Records to process
= Beginning of Section =
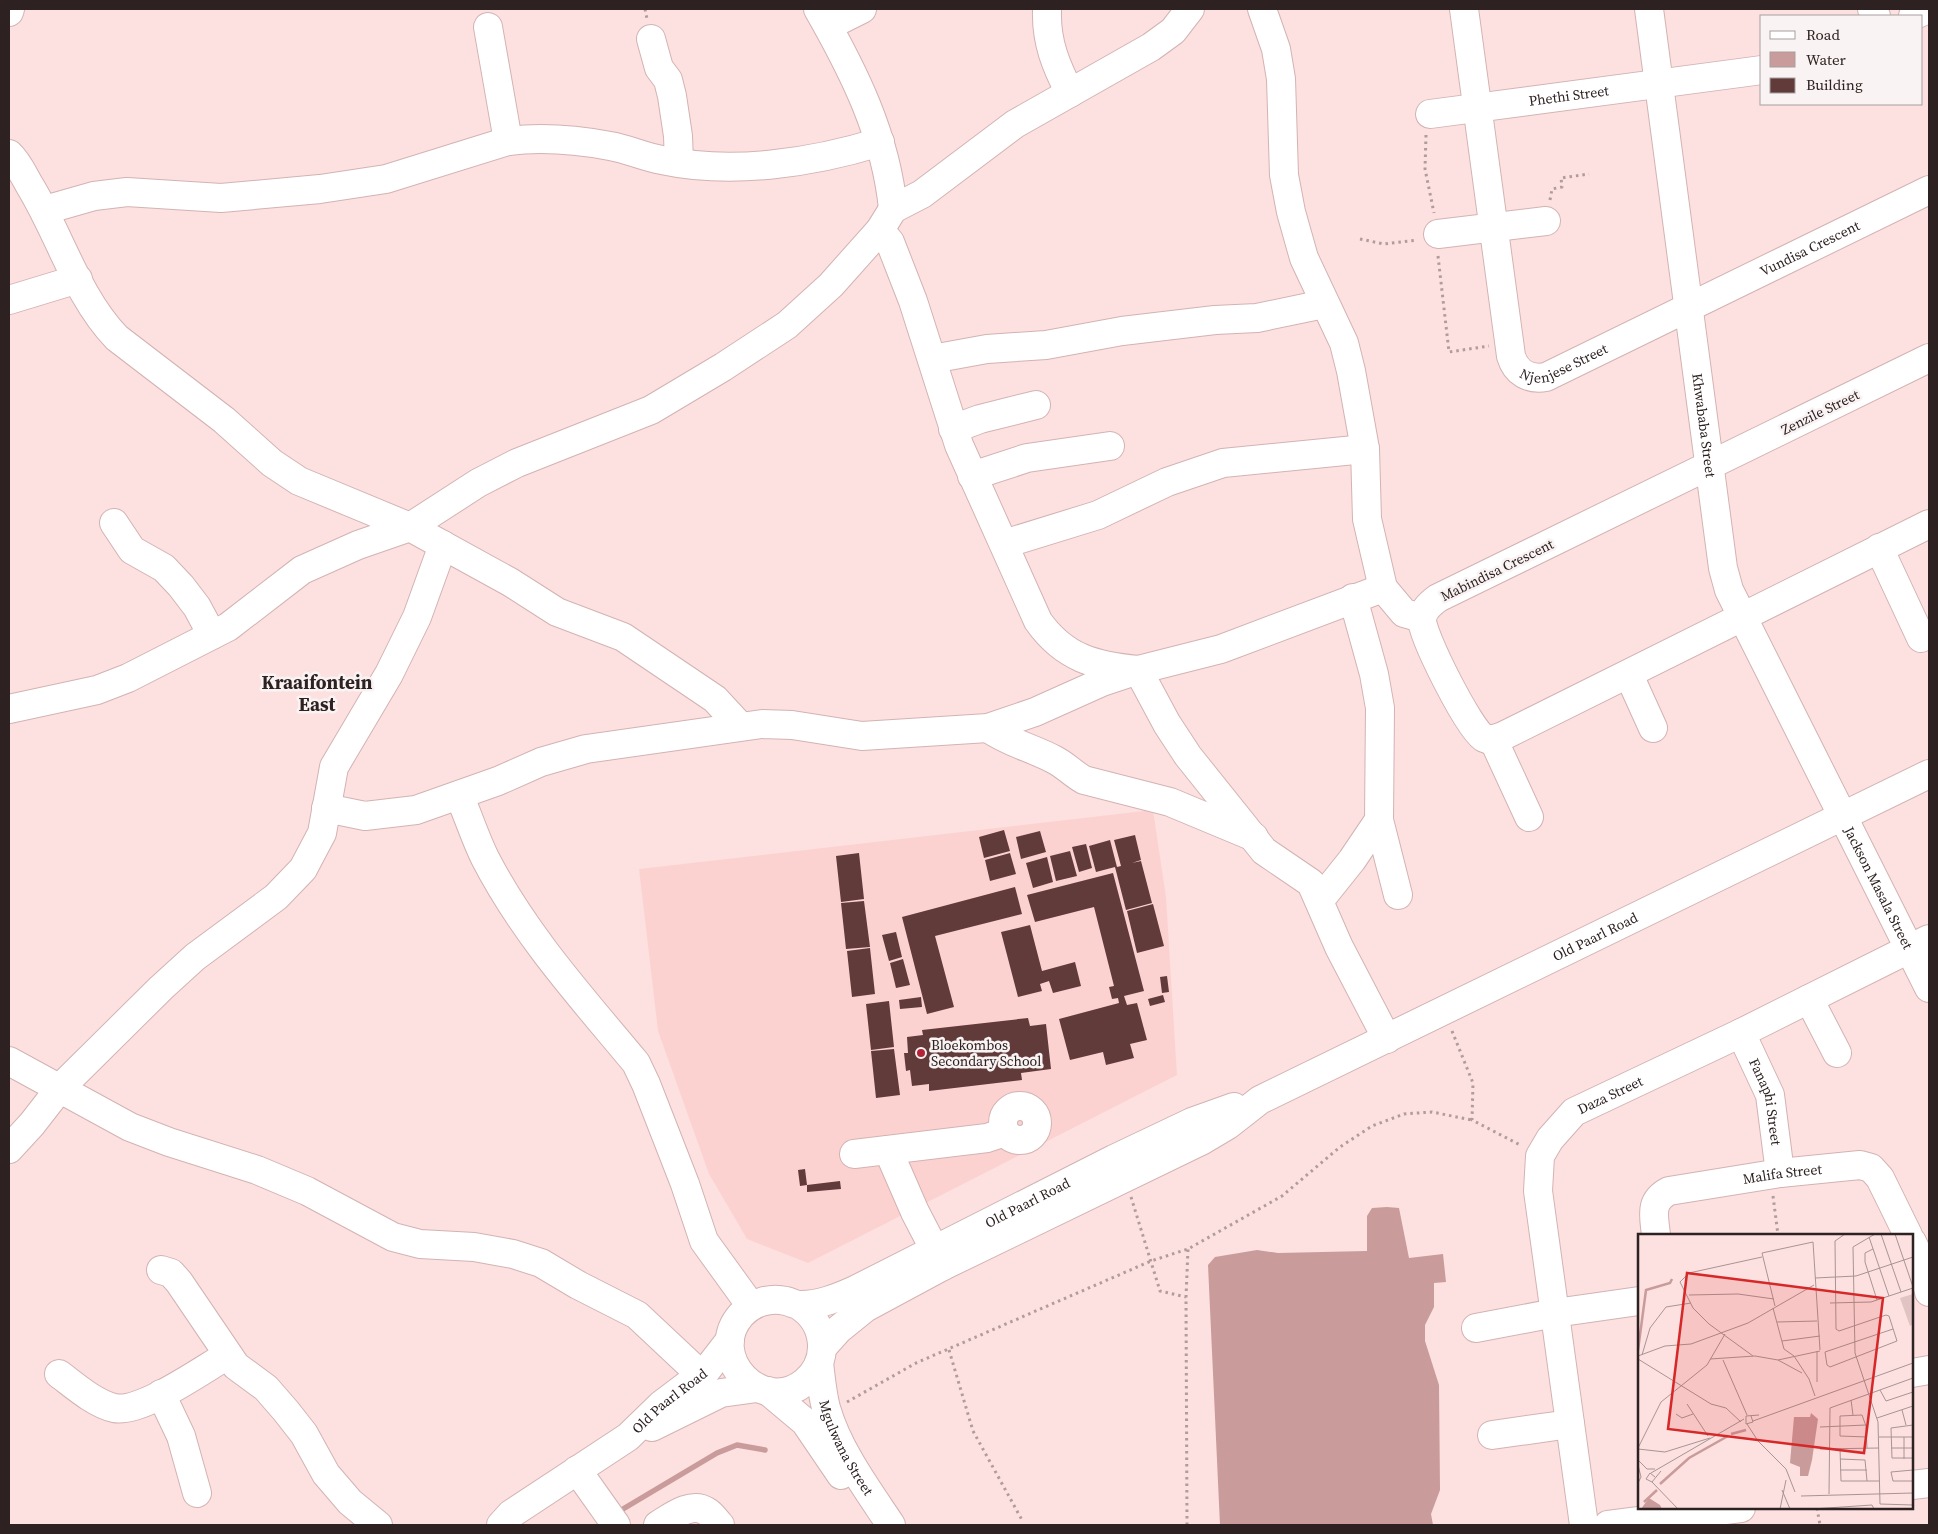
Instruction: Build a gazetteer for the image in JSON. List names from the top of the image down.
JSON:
{
  "streets": {
    "street": [
      "Phethi Street",
      "Vundisa Crescent",
      "Njenjese Street",
      "Zenzile Street",
      "Khwababa Street",
      "Mabindisa Crescent",
      "Jackson Masala Street",
      "Old Paarl Road",
      "Daza Street",
      "Fanaphi Street",
      "Malifa Street",
      "Mgulwana Street"
    ]
  },
  "crossings": [
    ["Phethi Street", "Njenjese Street"],
    ["Phethi Street", "Khwababa Street"],
    ["Vundisa Crescent", "Njenjese Street"],
    ["Vundisa Crescent", "Khwababa Street"],
    ["Njenjese Street", "Khwababa Street"],
    ["Zenzile Street", "Khwababa Street"],
    ["Zenzile Street", "Mabindisa Crescent"],
    ["Khwababa Street", "Mabindisa Crescent"],
    ["Khwababa Street", "Jackson Masala Street"],
    ["Khwababa Street", "Old Paarl Road"],
    ["Jackson Masala Street", "Old Paarl Road"],
    ["Jackson Masala Street", "Daza Street"],
    ["Old Paarl Road", "Mgulwana Street"],
    ["Daza Street", "Fanaphi Street"],
    ["Fanaphi Street", "Malifa Street"]
  ],
  "districts": ["Kraaifontein East"],
  "places": ["Bloekombos Secondary School"],
  "legend": ["Road", "Water", "Building"]
}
= End of Section =
What you will do
What are the lines above that hold the string "Njenjese"? Copy them.

Exercise output
      "Njenjese Street",
    ["Phethi Street", "Njenjese Street"],
    ["Vundisa Crescent", "Njenjese Street"],
    ["Njenjese Street", "Khwababa Street"],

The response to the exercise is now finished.